James Cridland è un “futurologo radiofonico” che gestisce il portale Media.info e supporta la conferenza annuale Next Radio. Collabora con Podnews.net, sito sul podcasting e l’on-demand e pubblica un bollettino settimanale sulle tendenze radiofoniche internazionali su James.crid.land
Recentemente su Radioinfo.com Cridland ha pubblicato un interessante intervento sulla controversa questione del rapporto tra aggregatori di flussi radiofonici e le emittenti, con particolare riferimento al megacollettore mondiale TuneIn (al centro di una controversia legale in UK e di un difficile rapporto con alcune importanti emittenti europee) e all’importanza che le stazioni di ogni nazione si dotino di una piattaforma aggregatrice propria. La questione è peraltro fresca d’attenzione anche da parte del nostro regolatore, l’Agcom, che ha messo in guardia gli operatori sul pericolo della questione.“Dal punto di vista strettamente legale, prima facie, gli aggregatori non stanno facendo nulla di censurabile: non ospitano contenuti radiofonici nativi, limitandosi a fungere da tramite tra le stazioni e i loro utenti. Esattamente come Google o Twitter, ma anche come qualsiasi Ufficio Postale del mondo fisico che non è responsabile del contenuto di una chiavetta USB spedita per posta”, scrive Cridland.
“Se si entra un poco più a fondo della questione, alcuni aspetti critici tuttavia emergono: un aggregatore decide quale flusso streaming inserire ed ogni volta assume una decisione e conseguentemente una responsabilità. Se non viene accolta qualsiasi richiesta di inserimento, significa che si ha un controllo editoriale sull’elenco delle emittenti e quindi può emergere una responsabilità solidale in caso di violazione del copyright da parte della stazione“, continua il futurologo toccando aspetti rilevanti tanto più in un momento storico che vede un’impennata dell’ascolto IP in Italia.
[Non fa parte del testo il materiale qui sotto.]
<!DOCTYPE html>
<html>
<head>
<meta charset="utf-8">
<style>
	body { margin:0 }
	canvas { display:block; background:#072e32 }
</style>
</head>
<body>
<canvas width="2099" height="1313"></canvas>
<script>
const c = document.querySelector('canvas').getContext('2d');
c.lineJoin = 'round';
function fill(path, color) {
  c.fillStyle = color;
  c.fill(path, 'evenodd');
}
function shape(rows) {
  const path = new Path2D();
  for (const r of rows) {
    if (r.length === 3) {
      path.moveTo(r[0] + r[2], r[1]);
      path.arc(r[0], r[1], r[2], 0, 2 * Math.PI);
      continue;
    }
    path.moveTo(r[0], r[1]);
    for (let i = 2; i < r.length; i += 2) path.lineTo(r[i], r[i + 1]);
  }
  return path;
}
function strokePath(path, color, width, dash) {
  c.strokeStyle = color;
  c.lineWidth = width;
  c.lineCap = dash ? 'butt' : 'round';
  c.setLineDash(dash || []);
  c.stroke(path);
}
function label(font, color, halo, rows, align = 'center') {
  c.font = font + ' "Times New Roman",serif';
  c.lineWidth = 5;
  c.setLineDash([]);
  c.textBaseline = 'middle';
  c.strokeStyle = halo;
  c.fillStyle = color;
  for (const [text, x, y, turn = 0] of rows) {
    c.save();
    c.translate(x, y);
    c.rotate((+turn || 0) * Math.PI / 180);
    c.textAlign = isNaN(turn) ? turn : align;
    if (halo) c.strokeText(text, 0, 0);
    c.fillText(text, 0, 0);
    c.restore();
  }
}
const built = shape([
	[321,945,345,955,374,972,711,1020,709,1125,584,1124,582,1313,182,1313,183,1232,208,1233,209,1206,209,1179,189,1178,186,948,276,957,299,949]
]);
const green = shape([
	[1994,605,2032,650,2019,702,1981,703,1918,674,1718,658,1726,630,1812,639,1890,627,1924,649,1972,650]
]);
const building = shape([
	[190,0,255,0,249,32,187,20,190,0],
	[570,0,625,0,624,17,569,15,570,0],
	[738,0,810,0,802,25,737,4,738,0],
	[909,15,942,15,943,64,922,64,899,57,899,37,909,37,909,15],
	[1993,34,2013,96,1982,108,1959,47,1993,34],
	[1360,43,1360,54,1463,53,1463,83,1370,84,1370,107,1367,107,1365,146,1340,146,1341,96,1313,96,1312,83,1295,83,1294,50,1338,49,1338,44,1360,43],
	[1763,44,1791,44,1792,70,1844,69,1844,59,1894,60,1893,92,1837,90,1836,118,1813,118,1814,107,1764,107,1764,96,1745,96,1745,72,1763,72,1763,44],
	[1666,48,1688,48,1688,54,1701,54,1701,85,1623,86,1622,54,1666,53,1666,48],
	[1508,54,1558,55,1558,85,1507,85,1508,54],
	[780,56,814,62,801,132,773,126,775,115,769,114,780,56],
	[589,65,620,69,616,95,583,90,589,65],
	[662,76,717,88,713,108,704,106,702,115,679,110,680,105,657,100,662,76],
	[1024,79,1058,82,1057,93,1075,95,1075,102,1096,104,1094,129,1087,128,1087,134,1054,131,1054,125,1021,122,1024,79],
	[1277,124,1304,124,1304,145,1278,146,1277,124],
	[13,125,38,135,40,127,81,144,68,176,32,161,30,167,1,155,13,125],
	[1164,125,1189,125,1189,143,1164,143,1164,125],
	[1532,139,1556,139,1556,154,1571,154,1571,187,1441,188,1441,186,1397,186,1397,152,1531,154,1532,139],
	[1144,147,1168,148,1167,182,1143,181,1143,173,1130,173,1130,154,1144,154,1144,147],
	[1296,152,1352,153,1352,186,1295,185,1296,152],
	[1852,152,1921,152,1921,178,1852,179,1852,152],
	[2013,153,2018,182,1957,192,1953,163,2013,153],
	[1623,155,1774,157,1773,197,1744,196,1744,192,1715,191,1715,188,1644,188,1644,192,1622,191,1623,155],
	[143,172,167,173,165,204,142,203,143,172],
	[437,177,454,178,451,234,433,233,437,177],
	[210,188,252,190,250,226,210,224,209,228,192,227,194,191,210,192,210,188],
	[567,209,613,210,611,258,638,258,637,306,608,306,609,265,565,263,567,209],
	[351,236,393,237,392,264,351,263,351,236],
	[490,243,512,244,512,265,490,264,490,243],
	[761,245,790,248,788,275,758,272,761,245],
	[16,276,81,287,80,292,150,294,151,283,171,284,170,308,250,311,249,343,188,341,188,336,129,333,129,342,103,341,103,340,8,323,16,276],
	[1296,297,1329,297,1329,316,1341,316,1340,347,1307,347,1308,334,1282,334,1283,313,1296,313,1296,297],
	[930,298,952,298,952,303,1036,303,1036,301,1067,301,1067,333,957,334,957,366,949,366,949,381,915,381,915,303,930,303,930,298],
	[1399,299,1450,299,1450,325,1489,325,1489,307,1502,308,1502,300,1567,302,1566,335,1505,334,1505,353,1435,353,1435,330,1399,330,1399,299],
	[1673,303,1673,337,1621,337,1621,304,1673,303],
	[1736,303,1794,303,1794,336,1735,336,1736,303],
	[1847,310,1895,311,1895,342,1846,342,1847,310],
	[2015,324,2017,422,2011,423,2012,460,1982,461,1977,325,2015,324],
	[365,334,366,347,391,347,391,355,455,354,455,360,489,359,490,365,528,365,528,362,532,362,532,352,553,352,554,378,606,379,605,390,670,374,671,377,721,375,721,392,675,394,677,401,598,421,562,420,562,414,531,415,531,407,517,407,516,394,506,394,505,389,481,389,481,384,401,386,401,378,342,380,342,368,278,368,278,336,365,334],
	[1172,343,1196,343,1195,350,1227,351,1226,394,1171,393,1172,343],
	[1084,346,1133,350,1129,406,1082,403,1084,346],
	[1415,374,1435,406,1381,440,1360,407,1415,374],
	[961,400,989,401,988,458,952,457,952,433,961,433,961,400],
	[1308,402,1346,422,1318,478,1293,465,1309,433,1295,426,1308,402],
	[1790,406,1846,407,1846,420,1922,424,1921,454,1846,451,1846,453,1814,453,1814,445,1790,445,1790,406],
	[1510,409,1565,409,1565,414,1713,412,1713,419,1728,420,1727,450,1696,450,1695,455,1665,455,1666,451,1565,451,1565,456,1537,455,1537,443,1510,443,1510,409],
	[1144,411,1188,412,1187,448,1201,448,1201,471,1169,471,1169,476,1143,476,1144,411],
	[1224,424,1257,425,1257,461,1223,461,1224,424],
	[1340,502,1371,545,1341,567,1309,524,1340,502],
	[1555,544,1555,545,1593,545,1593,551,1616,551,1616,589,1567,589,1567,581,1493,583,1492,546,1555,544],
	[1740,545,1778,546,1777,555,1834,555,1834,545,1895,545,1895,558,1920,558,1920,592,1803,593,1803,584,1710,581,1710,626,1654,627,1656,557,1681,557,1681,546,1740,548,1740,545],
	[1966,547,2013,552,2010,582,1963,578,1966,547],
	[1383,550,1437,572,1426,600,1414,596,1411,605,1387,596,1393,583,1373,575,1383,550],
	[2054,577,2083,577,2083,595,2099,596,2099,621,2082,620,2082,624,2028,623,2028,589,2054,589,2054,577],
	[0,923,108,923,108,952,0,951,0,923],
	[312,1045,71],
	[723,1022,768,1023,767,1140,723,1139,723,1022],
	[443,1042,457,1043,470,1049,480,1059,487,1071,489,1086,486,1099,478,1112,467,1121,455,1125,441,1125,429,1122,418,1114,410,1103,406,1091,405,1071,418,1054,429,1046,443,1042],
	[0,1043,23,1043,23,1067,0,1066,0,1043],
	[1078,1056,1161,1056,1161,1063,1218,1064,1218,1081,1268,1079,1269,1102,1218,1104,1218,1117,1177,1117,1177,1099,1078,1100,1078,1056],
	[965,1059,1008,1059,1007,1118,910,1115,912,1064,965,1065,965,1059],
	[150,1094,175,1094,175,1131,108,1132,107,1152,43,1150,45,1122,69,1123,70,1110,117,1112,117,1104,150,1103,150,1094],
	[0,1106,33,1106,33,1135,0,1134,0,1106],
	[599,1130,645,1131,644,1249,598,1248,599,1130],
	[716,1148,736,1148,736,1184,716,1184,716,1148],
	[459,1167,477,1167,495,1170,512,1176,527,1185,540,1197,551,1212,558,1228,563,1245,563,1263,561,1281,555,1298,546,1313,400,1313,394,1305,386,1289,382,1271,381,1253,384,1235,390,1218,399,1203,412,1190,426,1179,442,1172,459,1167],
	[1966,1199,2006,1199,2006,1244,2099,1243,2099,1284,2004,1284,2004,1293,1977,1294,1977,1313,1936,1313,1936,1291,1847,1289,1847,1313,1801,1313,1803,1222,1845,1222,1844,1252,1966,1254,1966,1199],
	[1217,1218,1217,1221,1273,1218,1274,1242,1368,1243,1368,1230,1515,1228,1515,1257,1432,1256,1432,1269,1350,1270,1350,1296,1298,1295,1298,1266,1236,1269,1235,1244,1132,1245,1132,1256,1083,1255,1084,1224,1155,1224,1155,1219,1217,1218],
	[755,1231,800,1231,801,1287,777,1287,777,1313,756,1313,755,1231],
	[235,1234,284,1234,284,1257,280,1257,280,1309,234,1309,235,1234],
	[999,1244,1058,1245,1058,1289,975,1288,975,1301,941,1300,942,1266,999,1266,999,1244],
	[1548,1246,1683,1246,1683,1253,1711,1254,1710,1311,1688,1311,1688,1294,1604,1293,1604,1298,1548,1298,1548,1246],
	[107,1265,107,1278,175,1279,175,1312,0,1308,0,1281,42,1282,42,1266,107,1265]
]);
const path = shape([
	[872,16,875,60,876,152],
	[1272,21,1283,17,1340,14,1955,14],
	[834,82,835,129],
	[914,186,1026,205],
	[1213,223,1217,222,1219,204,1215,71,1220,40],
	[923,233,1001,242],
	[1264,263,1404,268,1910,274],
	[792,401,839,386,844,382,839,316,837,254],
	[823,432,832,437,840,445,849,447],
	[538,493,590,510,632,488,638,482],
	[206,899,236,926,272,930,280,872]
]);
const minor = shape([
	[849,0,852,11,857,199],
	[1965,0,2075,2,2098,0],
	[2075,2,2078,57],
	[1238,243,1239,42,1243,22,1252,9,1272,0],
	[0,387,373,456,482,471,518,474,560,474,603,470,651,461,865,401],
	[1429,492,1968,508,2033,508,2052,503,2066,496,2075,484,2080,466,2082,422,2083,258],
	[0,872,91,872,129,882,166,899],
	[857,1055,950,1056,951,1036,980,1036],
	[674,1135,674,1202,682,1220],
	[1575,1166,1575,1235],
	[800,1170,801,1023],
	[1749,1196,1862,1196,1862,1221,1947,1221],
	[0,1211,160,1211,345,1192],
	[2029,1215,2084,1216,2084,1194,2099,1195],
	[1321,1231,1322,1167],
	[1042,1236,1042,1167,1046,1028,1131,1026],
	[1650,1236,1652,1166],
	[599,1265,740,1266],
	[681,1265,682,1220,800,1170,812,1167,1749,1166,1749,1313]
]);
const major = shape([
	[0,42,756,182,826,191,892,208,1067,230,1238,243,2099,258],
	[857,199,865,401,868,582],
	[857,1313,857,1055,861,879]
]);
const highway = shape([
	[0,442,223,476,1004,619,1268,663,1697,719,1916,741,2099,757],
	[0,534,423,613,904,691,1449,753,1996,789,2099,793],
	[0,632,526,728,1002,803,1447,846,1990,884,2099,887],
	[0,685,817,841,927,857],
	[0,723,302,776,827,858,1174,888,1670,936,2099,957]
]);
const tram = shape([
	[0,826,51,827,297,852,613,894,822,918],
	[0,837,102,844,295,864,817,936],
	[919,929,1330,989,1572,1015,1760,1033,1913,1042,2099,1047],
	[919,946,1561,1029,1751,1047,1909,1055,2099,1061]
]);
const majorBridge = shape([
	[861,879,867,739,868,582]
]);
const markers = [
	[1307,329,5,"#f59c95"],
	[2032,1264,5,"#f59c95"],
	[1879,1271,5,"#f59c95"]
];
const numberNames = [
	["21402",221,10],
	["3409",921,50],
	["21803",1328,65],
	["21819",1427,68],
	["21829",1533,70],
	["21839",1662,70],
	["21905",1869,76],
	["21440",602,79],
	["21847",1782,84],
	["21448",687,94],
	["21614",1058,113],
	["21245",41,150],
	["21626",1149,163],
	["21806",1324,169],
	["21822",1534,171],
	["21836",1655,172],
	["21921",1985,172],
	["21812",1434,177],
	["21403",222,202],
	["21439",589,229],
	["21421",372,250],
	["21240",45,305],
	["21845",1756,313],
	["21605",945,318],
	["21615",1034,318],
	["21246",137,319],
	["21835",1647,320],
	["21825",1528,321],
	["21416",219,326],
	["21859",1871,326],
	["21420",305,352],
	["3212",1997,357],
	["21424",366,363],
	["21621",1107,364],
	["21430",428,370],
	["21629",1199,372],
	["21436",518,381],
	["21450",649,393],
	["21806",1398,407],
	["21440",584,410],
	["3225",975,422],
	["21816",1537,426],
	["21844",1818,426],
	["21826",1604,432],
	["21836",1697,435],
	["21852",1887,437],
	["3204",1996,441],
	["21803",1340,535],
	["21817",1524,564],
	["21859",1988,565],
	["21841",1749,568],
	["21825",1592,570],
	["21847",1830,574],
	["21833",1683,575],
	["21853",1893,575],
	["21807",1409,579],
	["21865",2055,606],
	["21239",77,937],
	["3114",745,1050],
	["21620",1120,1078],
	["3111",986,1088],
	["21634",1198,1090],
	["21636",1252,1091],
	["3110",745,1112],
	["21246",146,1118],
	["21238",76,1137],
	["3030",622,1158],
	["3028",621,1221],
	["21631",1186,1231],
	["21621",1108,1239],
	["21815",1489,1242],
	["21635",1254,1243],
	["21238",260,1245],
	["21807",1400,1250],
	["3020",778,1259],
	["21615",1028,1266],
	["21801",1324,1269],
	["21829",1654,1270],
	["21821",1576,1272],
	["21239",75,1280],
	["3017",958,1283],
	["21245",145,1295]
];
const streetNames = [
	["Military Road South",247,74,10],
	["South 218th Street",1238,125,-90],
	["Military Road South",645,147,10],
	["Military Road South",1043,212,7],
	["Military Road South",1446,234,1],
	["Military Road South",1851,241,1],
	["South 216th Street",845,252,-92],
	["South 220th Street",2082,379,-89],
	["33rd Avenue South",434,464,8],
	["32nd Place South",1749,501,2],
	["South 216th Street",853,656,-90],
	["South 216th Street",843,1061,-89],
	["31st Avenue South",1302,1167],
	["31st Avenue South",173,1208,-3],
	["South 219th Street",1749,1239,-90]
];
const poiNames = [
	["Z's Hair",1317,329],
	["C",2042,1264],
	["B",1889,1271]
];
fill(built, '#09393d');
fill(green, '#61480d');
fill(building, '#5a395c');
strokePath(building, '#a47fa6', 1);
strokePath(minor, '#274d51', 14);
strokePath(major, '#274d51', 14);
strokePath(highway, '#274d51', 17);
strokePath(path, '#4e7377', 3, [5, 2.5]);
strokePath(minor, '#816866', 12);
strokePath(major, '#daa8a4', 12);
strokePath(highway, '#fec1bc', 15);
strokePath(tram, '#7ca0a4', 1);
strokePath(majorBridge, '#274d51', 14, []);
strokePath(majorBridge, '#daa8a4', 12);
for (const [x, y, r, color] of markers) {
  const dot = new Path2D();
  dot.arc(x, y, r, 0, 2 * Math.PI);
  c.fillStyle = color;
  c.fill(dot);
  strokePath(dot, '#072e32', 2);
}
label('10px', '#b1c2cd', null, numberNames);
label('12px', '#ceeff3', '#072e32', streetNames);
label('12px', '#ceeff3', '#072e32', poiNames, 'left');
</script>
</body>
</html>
“Peraltro, rimanendo in tema di diritto d’autore, cosa significa “senza licenza”? Nel caso di una radio, l’aspetto non è così netto come potrebbe sembrare. Una stazione radio amatoriale o gestita da una camera da letto potrebbe non avere alcuna licenza dalle collecting per la veicolazione di repertorio musicale protetto. E ciò è relativamente facile da controllare: basta chiedere alle stazioni di esibirla. Oltretutto costituisce anche un indiretto controllo di qualità: generalmente le emittenti senza licenze non sono molto affidabili“, insiste Cridland.
“Sennonché, le licenze musicali non sono normalmente disponibili a livello internazionale. In molti casi una percentuale considerevole degli ascoltatori si trova in un paese diverso e quindi si dovrebbe conseguire un’autorizzazione specifica per ogni singolo territorio, oppure introdurre un geo-blocking (Apple’s Beats1 ha probabilmente più accordi diretti con le case discografiche che ascoltatori)”, continua il giornalista.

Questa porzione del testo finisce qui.